Today at the UN Climate Change Conference (COP28), the U.S. Department of State, the Bezos Earth Fund, and The Rockefeller Foundation presented the core framework of the Energy Transition Accelerator (ETA), an innovative carbon finance platform aimed at catalyzing private capital to support ambitious just energy transition strategies in developing and emerging economies.
At today's launch event at the U.S. Center at COP28, the three ETA partners announced several major achievements since their partnership's creation at COP27 one year ago and their aim to formally establish the ETA as an independent initiative by Earth Day 2024.

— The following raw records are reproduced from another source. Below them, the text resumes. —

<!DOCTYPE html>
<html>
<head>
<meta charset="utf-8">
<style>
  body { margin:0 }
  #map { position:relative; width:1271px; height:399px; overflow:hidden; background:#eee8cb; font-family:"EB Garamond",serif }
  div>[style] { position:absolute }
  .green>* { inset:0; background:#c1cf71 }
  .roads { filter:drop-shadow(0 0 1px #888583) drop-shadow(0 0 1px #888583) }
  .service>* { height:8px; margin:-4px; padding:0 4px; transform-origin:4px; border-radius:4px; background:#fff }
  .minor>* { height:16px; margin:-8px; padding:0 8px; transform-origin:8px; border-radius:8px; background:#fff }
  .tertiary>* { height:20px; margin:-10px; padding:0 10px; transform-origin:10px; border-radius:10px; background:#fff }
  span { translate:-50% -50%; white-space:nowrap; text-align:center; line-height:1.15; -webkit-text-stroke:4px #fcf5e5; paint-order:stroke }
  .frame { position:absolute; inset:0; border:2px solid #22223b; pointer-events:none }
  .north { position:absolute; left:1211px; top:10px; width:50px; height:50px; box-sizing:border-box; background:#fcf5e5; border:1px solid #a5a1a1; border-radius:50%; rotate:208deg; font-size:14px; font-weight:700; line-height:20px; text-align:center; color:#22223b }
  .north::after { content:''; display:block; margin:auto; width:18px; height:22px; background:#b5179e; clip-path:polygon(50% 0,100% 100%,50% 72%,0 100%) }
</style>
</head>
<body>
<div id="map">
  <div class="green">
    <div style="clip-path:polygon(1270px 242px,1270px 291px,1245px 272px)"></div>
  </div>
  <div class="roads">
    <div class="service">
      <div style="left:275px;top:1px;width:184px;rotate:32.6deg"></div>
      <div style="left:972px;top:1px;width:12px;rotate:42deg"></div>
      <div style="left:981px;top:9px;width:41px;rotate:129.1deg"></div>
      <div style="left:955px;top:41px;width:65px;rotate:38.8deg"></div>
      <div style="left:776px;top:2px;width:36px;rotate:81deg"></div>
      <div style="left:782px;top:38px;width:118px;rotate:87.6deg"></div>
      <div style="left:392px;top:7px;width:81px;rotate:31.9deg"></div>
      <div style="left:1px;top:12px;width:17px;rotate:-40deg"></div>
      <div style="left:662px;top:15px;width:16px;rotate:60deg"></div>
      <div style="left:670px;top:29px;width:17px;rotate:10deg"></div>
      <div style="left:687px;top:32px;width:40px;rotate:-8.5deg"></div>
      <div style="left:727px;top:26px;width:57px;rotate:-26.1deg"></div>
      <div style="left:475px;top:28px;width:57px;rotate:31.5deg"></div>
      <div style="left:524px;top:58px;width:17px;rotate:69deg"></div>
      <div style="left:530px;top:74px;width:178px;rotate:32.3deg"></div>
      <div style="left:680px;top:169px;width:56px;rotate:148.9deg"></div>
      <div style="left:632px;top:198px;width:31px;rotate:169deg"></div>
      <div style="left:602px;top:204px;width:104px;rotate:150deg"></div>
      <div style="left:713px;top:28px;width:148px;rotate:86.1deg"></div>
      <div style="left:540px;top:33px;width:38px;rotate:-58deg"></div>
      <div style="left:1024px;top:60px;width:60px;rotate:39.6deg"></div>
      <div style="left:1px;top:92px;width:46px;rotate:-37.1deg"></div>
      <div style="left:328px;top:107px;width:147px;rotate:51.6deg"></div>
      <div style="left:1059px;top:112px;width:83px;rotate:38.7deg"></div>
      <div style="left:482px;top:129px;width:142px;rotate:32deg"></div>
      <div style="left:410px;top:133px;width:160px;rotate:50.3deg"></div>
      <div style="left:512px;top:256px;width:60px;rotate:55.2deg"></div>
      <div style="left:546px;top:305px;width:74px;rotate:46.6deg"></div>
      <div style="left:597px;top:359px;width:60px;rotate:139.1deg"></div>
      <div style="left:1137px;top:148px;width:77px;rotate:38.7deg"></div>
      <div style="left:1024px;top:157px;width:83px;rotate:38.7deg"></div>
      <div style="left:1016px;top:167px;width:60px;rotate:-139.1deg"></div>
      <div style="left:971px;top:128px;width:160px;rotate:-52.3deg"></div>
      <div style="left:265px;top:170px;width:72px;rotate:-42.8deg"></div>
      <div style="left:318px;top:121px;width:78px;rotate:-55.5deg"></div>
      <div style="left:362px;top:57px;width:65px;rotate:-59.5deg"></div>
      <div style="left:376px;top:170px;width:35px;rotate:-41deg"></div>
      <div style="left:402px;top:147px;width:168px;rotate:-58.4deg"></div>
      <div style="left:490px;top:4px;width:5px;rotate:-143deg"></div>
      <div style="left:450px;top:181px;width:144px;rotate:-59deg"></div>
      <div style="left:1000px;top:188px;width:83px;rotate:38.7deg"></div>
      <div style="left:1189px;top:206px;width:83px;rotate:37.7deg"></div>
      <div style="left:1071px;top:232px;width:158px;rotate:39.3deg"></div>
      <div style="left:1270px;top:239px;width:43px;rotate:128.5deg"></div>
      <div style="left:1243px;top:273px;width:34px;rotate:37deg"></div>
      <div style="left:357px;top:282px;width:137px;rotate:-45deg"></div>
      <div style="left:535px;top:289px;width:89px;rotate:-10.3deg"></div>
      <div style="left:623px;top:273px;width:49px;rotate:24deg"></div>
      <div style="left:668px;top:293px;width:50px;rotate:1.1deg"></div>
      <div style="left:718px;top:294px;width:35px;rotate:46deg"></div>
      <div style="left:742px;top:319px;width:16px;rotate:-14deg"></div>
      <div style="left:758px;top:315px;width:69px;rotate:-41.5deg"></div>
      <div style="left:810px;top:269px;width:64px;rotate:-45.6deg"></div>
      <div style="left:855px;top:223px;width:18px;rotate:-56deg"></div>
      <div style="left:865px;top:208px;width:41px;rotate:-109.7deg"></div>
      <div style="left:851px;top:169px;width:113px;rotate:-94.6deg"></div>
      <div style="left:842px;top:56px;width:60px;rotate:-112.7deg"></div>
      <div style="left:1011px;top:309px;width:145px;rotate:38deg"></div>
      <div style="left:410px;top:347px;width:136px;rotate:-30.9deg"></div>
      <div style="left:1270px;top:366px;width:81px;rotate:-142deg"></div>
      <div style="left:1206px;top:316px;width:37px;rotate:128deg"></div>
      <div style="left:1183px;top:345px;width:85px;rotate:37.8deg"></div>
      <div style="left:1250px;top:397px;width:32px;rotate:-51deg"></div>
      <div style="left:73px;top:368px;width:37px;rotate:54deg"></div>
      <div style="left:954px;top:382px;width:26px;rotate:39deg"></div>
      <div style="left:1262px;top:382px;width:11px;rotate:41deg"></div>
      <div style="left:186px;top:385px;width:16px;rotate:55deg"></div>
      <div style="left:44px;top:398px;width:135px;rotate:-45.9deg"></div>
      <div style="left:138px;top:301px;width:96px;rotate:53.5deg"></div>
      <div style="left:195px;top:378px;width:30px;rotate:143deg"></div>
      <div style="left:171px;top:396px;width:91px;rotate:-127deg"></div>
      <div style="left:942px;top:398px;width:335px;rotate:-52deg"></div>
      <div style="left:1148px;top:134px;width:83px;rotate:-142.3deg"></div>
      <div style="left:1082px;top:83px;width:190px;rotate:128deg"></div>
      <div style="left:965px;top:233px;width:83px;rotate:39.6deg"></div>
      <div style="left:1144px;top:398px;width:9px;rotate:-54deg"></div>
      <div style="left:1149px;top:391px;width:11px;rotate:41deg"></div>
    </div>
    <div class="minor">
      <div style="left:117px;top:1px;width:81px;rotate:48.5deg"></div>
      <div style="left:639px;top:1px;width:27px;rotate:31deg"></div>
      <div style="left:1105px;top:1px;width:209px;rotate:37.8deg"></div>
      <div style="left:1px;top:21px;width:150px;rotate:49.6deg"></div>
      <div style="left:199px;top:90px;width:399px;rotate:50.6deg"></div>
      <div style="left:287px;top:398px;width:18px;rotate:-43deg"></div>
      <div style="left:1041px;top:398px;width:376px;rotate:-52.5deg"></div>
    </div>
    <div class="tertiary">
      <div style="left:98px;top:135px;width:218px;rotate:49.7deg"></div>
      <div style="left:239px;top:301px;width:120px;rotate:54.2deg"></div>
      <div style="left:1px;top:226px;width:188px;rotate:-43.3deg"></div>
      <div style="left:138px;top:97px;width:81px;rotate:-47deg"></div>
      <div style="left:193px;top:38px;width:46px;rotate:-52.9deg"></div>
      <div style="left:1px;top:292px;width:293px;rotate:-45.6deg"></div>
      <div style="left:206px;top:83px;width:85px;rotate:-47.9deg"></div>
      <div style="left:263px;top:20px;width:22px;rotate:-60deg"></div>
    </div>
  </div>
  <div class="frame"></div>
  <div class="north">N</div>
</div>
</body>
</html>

The ETA will bring together governments and private sector stakeholders employing high-integrity carbon crediting to deliver faster, deeper greenhouse gas reductions by accelerating the transition from fossil fuels to clean power in developing and emerging economies. Based on preliminary estimates, the ETA could mobilize from $72 billion to $207 billion in transition finance by 2035. The ETA is pioneering a sectoral-scale crediting approach that will incentivize participating countries to intensify their near-term activities contributing to power sector decarbonization, including to deploy and utilize clean power and retire fossil fuel assets, to enhance storage capacity, transmission, and distribution, and for any needed policy shifts.
The core framework serves as a foundation for the creation of the ETA Coalition. It describes the Coalition and its objectives and provides an overview of key elements of the ETA:
- Its approach to carbon crediting, including the development of an independent sectoral-scale crediting standard for emissions reductions from electricity generation;
- Criteria for participating companies and information on how they would use ETA carbon credits to help meet their voluntary climate commitments;
- Just transition provisions to address worker and community needs; plans to dedicate a portion of the finance generated to address adaptation and resilience in vulnerable countries; and options for innovative financial structures to mobilize investment into energy transition strategies.
The partners were joined by countries and leading companies declaring their interest in engaging with the ETA partners in the continued development of the groundbreaking initiative. The governments of Chile, the Dominican Republic, and Nigeria announced they would be joining the ETA as pilot countries.
Nine leading companies signed a letter of interest welcoming the ETA as an opportunity to support large-scale power sector transformation while accelerating progress towards their ambitious climate goals: Bank of America, Boston Consulting Group, Mastercard, McDonald's, Morgan Stanley, PepsiCo, Salesforce, Standard Chartered Bank, and Schneider Electric.